**WHAT IS REQUIRED**. Write the listing below out again in full, dropping its pictures.
START SUPPLIED DATA
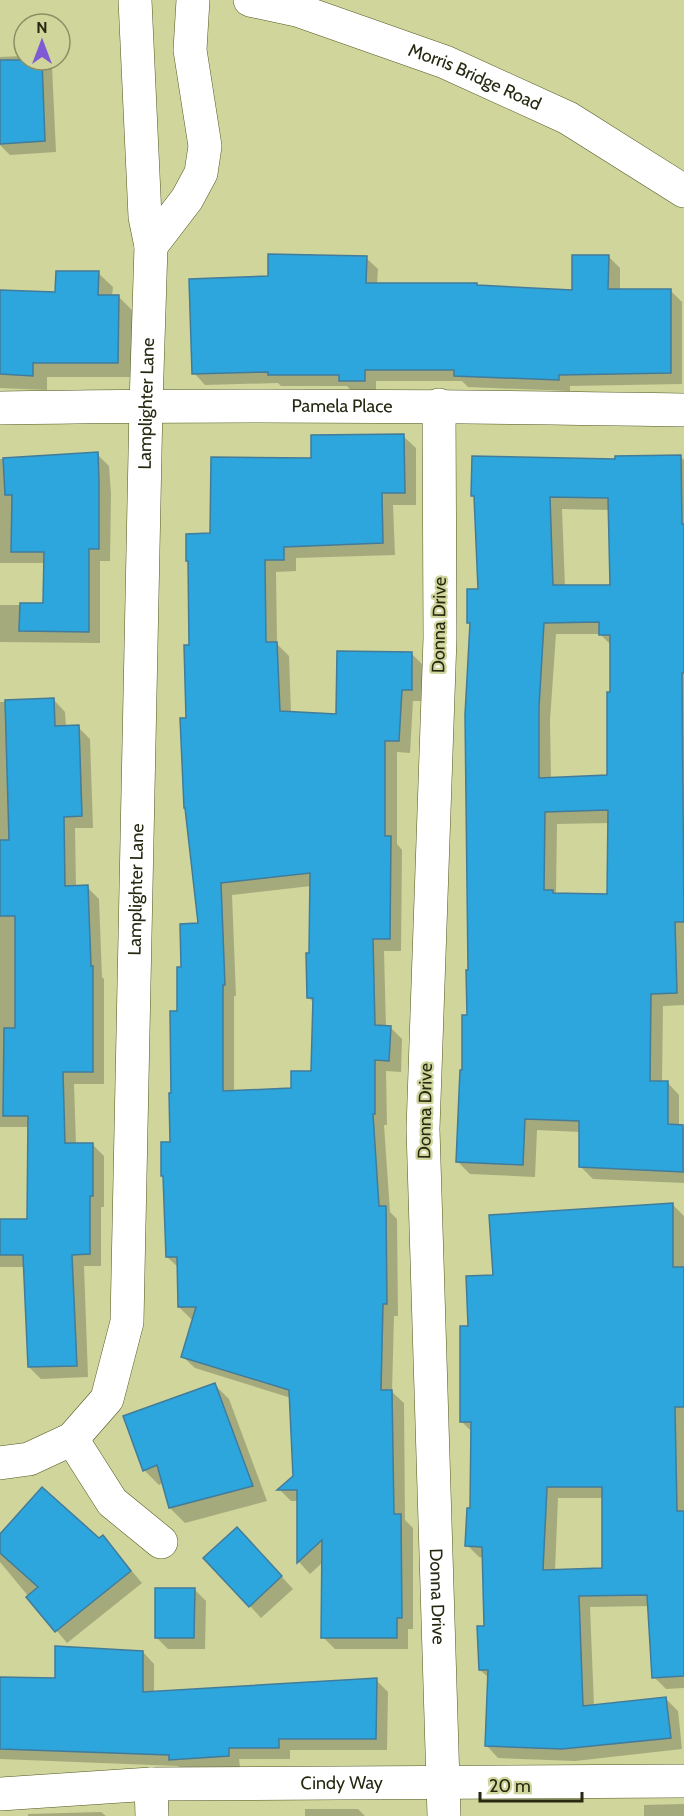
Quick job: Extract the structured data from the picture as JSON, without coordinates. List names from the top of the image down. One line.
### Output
{"streets":{"street":["Morris Bridge Road","Lamplighter Lane","Pamela Place","Donna Drive","Cindy Way"]},"crossings":[["Lamplighter Lane","Pamela Place"],["Pamela Place","Donna Drive"],["Donna Drive","Cindy Way"]],"scale_bar":"20 m","north":"top"}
END SUPPLIED DATA
**EXPECTED ANSWER**.
Quick job: Extract the structured data from the picture as JSON, without coordinates. List names from the top of the image down. One line.
### Output
{"streets":{"street":["Morris Bridge Road","Lamplighter Lane","Pamela Place","Donna Drive","Cindy Way"]},"crossings":[["Lamplighter Lane","Pamela Place"],["Pamela Place","Donna Drive"],["Donna Drive","Cindy Way"]],"scale_bar":"20 m","north":"top"}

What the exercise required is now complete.